Download raw body.
Another attempt to get rid of the reaper
On Sun, Sep 14, 2025 at 10:36:51PM +0200, Christian Ludwig wrote:
> Hi,
>
> this is another attempt to get rid of the dedicated reaper thread.
>
> The main part of the diff is moving all the code around parent wakeup
> into the exit path. Now the parent wakes up earlier, when the child is
> still running. The parent cannot free the child's resources, yet. That's
> why the parent now waits before zapping the child. The scheduler wakes
> it up after the exiting child is off the CPU. With this, I see no reason
> why we can't sleep for most of exit1().
>
> Most of the remaining cleanup that is performed in the reaper directly
> is pushed into the parent. init(8) reaps non-zombies from the wait path.
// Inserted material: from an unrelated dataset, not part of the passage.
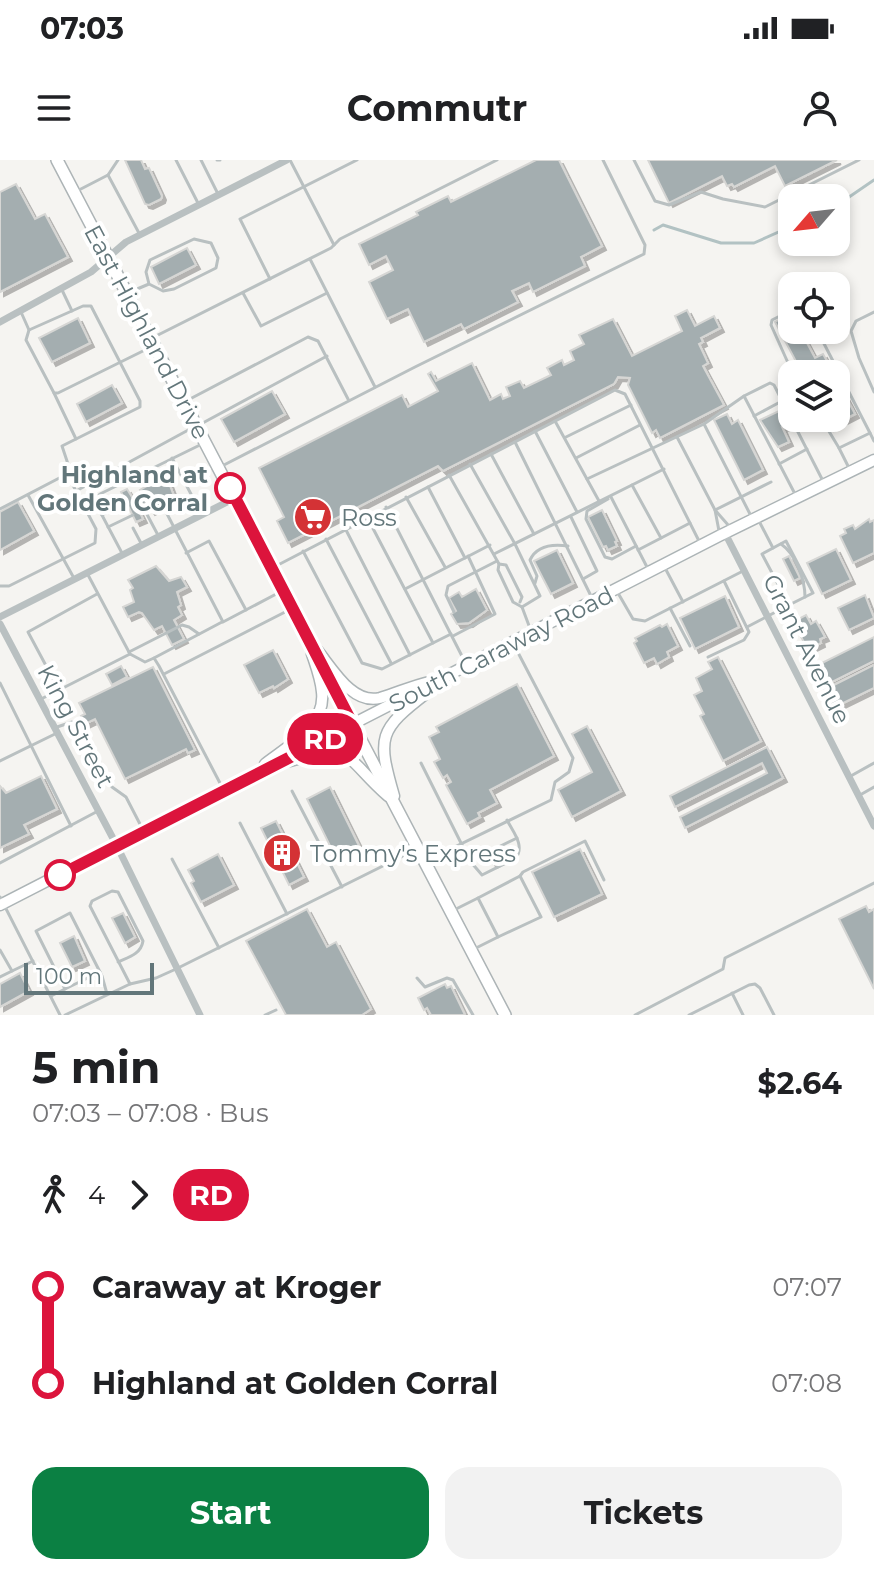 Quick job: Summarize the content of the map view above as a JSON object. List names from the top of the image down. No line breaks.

> proc_free() runs unlocked in the reaper already. I unlocked it in the
> wait path, too. Along with most of the freeing in process_zap(), which
> is MP safe IMHO.
>
> This diff does not force-switch to idle after exit anymore. That needs a
> small fix in amd64's cpu_switch(), since now we can switch to a non-
> system thread.
>
> I am unsure how to deal with the new proc.p_deadcond member. I kept it
> an opaque pointer. That saves us from exposing struct cond to userspace.
> I'm also not sure that I got the accounting completely right. And there
> is room for cleanups in exit1.
>
> I have tested this on amd64 and i386. I'd appreciate test reports for a
> variety of workloads and architectures.
>
Please tell specifically what you want tested. "a variety of workloads
and architectures" doesn't tell:
1. what you want tested
2. what we should be looking for
3. what feedback you want
For example:
"I'd appreciate someone running a bulk build on armv7 and telling me if this
results in hangs. If it doesn't, did performance improve or degrade, and by
how much".
Otherwise, people are just going to apply the diff, boot and say "yeah it
works" but I don't think that's what you want. Or is that what you want? It's
not clear from the email.
-ml
>
> - Christian
>
> ---
> sys/arch/amd64/amd64/locore.S | 5 +-
> sys/kern/init_main.c | 5 -
> sys/kern/kern_exit.c | 208 +++++++++++++++++++++---------------------
> sys/kern/kern_fork.c | 47 +++++++---
> sys/kern/kern_sched.c | 50 +++++-----
> sys/kern/sched_bsd.c | 6 ++
> sys/sys/proc.h | 5 +-
> sys/sys/sched.h | 2 +-
> sys/uvm/uvm_glue.c | 2 +-
> 9 files changed, 178 insertions(+), 152 deletions(-)
>
> diff --git a/sys/arch/amd64/amd64/locore.S b/sys/arch/amd64/amd64/locore.S
> index 2c19fbf0a309..a35b1f998bd6 100644
> --- a/sys/arch/amd64/amd64/locore.S
> +++ b/sys/arch/amd64/amd64/locore.S
> @@ -400,13 +400,14 @@ restore_saved:
> cmpq %rcx,CPUVAR(PROC_PMAP)
> jnz .Lbogus_proc_pmap
> #endif
> - /* record which pmap this CPU should get IPIs for */
> - movq %rbx,CPUVAR(PROC_PMAP)
>
> .Lset_cr3:
> movq %rax,%cr3 /* %rax used below too */
>
> .Lsame_cr3:
> + /* record which pmap this CPU should get IPIs for */
> + movq %rbx,CPUVAR(PROC_PMAP)
> +
> /*
> * If we switched from a userland thread with a shallow call stack
> * (e.g interrupt->ast->mi_ast->prempt->mi_switch->cpu_switchto)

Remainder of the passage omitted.